TASK INSTRUCTIONS
Only lines holding "absolute" are wanted; copy each of them from the records below.

DATA SUPPLIED START

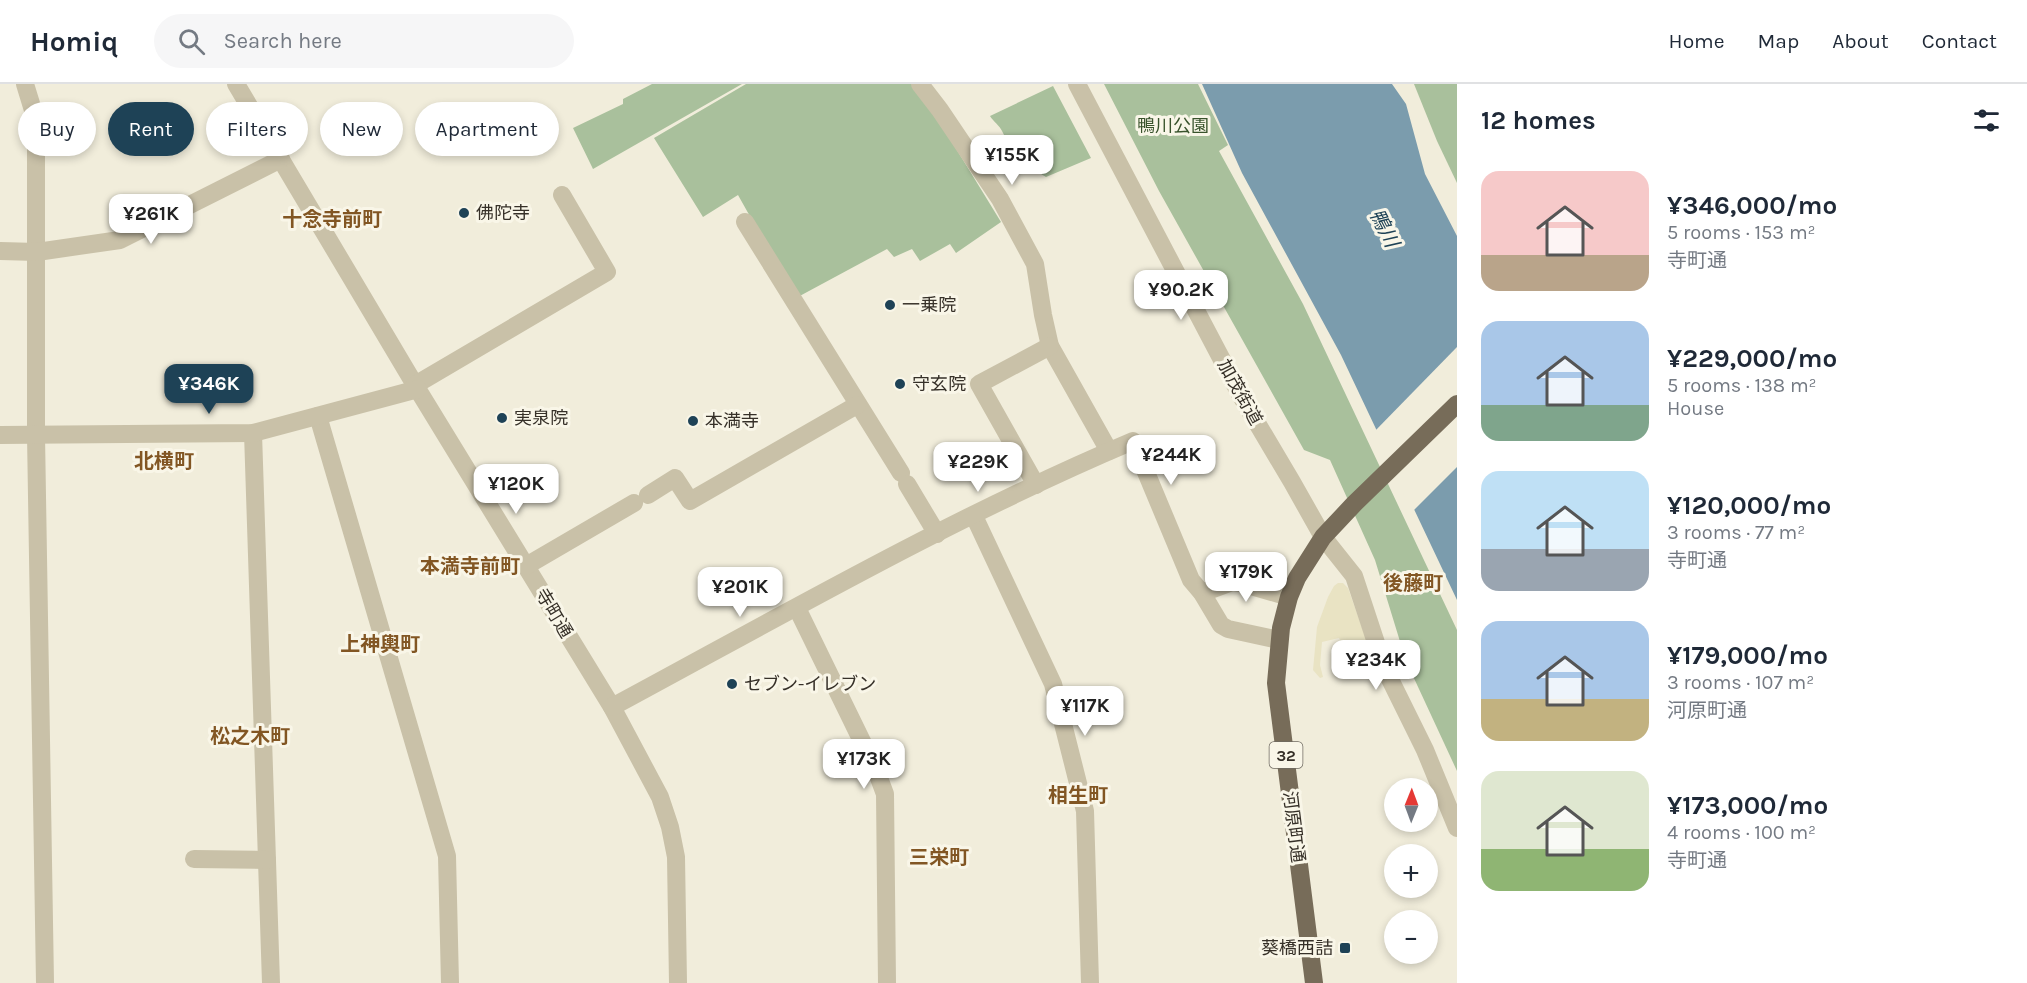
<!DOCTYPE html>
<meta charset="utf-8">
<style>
:root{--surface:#fff;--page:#f6f6f7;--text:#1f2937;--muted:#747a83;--line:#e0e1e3;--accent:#1e4256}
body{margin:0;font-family:Karla,"Noto Sans JP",sans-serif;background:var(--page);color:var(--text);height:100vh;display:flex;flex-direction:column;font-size:22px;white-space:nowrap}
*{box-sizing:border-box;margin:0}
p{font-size:20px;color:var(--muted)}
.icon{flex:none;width:33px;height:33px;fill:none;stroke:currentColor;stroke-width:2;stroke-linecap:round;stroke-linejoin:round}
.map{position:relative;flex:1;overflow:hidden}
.sheet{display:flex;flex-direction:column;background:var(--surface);width:570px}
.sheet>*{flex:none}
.top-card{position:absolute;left:18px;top:18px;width:570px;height:54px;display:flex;gap:12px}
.needle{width:39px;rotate:1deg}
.buttons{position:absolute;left:1384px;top:694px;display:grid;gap:12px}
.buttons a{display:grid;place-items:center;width:54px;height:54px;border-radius:50%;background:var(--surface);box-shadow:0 3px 9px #0003;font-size:30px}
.price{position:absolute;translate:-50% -51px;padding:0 14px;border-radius:12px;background:#fff;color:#222;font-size:20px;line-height:39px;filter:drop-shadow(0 2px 3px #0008)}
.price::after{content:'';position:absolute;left:50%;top:36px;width:18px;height:14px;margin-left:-9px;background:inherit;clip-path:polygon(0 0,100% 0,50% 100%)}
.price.on{background:var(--accent);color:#fff}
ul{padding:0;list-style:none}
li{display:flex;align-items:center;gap:18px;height:150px;padding:0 24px}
li span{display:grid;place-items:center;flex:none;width:168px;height:120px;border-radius:18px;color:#555}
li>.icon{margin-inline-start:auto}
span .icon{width:72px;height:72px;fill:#fffc;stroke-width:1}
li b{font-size:26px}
h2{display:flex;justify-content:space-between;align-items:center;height:72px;padding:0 24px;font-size:26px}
.pill{padding:0 21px;border-radius:27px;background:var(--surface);box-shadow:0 3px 9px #0003;font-size:21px;line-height:54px}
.pill.on{background:var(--accent);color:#fff}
header{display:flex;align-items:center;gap:36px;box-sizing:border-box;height:84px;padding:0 30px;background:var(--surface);border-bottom:2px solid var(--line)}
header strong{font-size:28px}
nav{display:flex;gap:33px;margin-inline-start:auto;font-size:21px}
.search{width:420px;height:54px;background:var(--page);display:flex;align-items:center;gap:15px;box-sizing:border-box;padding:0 21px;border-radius:33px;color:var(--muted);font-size:22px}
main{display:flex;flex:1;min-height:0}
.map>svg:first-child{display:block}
</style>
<header>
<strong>Homiq</strong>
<div class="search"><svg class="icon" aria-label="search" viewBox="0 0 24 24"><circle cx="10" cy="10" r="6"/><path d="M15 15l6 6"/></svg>Search here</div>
<nav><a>Home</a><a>Map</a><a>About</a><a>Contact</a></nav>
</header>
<main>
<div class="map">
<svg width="1457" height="899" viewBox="0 0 1457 899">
<rect width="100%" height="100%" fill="#f1eddb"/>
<!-- green -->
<g fill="#a9c09c">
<path d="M652 0H742L593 85 573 44 623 20V15Z"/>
<path d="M746 0H912L930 22 1001 138 956 169 950 160 920 177 912 165 894 173 887 165 796 214 738 111 703 133 654 54Z"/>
<path d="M1104 0H1198L1228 61 1219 67 1303 220 1457 546V687L1406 577 1375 476 1330 376 1304 366 1159 107Z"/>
<path d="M1414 0H1457V99L1437 57Z"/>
<path d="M1053 2 1091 74 1046 93C1025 80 1012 69 1002 47 1000 42 993 37 990 32Z"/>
</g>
<!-- plaza -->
<path fill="#e9e3c3" d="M1338 499H1343L1348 504 1373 575 1367 583 1351 587 1345 566 1339 554 1322 558 1320 581 1323 593 1320 594 1313 586 1317 543 1328 513 1334 502Z"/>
<!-- water -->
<path fill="#7b9cad" d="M1202 0H1392L1406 20 1425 90 1457 152V516L1341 271 1242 89Z"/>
<!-- pier -->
<path fill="#f1eddb" d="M1457 263V383L1412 428 1374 348Z"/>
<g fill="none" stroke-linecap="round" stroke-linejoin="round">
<!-- minor -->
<g stroke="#c9c1a8" stroke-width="18">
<path d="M25 0 36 36V351L45 899"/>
<path d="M236 0 415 301 612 623 660 713 670 743 676 773 678 899"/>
<path d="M920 0 940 26 1000 115 1035 180 1043 231 1050 262 1109 367"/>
<path d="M1077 0 1241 312 1292 398 1323 453 1354 492 1384 583 1425 666 1457 744"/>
<path d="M745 138 901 389"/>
<path d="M0 167 37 168 120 156 281 75"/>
<path d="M415 301 607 188 562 111"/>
<path d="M318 332 447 772 450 899"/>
<path d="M253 349 271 899"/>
<path d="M0 351 253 349 418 305"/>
<path d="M907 400 937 450"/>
<path d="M1036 401 979 300 1050 262"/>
<path d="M648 411 675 394 690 417 857 321"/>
<path d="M974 432 1053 600 1085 727 1090 899"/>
<path d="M526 482 634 419"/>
<path d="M1202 509 1232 498 1241 499 1289 513"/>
<path d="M797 524 876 686 885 710 887 899"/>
<path d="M612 623C783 531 953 433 1133 357L1191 496 1202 509 1221 541 1228 545 1279 556"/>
<path d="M194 775 267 776"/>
</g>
<!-- major -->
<path stroke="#776c59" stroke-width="18" d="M1314 899 1276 599 1281 544 1289 513 1297 494 1323 453 1354 420 1457 320"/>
</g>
<!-- markers -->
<g fill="#1e4256" stroke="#f9f6e8" stroke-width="2">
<circle cx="464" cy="129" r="6"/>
<circle cx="890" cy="221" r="6"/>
<circle cx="900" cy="300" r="6"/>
<circle cx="502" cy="334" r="6"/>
<circle cx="693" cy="337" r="6"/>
<circle cx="732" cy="600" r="6"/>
<rect x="1339" y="858" width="12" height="12" rx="3"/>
</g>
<g text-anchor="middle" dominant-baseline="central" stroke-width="6" stroke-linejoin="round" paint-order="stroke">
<!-- shield labels -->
<rect fill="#f9f6e8" stroke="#706b62" stroke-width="1.5" x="1269.5" y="658" width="33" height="26" rx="4.5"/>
<g font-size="16" font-weight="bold" fill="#363028">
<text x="1286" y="671">32</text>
</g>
<!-- park labels -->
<g font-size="18" fill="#39532c" stroke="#f9f6e8">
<text x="1173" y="42">鴨川公園</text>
</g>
<!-- poi labels -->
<g font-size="18" fill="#363028" stroke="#f9f6e8" text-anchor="start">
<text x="476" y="129">佛陀寺</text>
<text x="902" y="221">一乗院</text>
<text x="912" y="300">守玄院</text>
<text x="514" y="334">実泉院</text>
<text x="705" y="337">本満寺</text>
<text x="744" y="600">セブン-イレブン</text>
<text x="1333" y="864" text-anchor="end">葵橋西詰</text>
</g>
<!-- street labels -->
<g font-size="18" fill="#363028" stroke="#f9f6e8">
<text transform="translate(1240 308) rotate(61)">加茂街道</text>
<text transform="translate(554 529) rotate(59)">寺町通</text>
<text transform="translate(1294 743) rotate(83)">河原町通</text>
</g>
<!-- neighbourhood labels -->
<g font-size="20" font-weight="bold" fill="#825623" stroke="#f9f6e8">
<text x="332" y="135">十念寺前町</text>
<text x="164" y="377">北横町</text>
<text x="470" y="482">本満寺前町</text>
<text x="1413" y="499">後藤町</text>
<text x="380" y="560">上神輿町</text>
<text x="250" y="652">松之木町</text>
<text x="1078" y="711">相生町</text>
<text x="939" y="773">三栄町</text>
</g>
<!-- water labels -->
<g font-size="20" font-style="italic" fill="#1e4256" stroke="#f9f6e8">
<text transform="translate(1384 144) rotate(63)">鴨川</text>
</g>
</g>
</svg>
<div class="buttons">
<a><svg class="needle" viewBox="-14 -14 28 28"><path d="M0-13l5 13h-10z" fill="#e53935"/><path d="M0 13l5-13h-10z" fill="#747a83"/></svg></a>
<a>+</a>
<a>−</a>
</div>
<b class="price" style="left:1012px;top:102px">¥155K</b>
<b class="price" style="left:151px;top:161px">¥261K</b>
<b class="price" style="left:1181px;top:237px">¥90.2K</b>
<b class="price on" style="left:209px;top:331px">¥346K</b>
<b class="price" style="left:1171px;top:402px">¥244K</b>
<b class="price" style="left:978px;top:409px">¥229K</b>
<b class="price" style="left:516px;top:431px">¥120K</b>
<b class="price" style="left:1246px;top:519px">¥179K</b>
<b class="price" style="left:740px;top:534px">¥201K</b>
<b class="price" style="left:1376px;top:607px">¥234K</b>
<b class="price" style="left:1085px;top:653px">¥117K</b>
<b class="price" style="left:864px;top:706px">¥173K</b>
<div class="top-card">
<a class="pill">Buy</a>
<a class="pill on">Rent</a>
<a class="pill">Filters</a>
<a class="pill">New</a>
<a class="pill">Apartment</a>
</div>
</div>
<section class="sheet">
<h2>12 homes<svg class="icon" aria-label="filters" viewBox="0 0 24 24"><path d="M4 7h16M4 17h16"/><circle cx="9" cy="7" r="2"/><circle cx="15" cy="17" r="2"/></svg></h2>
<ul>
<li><span style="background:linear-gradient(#f6c9c9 70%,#b9a48a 0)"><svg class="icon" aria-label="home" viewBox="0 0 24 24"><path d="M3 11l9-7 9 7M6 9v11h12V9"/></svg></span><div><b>¥346,000/mo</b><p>5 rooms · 153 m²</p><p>寺町通</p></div></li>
<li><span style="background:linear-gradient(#a9c7e8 70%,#7fa58c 0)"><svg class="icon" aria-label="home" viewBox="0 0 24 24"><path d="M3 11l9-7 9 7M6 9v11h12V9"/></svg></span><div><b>¥229,000/mo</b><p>5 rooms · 138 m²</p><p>House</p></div></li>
<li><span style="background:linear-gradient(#bfe0f5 65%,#9aa5b1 0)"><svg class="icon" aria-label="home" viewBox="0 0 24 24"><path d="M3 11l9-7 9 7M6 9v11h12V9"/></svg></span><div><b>¥120,000/mo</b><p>3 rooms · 77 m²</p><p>寺町通</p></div></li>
<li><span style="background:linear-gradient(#a9c7e8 65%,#c2b280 0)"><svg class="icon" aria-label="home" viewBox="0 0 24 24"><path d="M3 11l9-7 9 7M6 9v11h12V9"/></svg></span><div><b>¥179,000/mo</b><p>3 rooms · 107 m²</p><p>河原町通</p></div></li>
<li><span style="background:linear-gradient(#dfe7d0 65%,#8fb573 0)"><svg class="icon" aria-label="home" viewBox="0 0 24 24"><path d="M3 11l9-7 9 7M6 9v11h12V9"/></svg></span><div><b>¥173,000/mo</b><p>4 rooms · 100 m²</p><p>寺町通</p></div></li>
</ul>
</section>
</main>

DATA SUPPLIED END

PROBLEM SOLUTION
.top-card{position:absolute;left:18px;top:18px;width:570px;height:54px;display:flex;gap:12px}
.buttons{position:absolute;left:1384px;top:694px;display:grid;gap:12px}
.price{position:absolute;translate:-50% -51px;padding:0 14px;border-radius:12px;background:#fff;color:#222;font-size:20px;line-height:39px;filter:drop-shadow(0 2px 3px #0008)}
.price::after{content:'';position:absolute;left:50%;top:36px;width:18px;height:14px;margin-left:-9px;background:inherit;clip-path:polygon(0 0,100% 0,50% 100%)}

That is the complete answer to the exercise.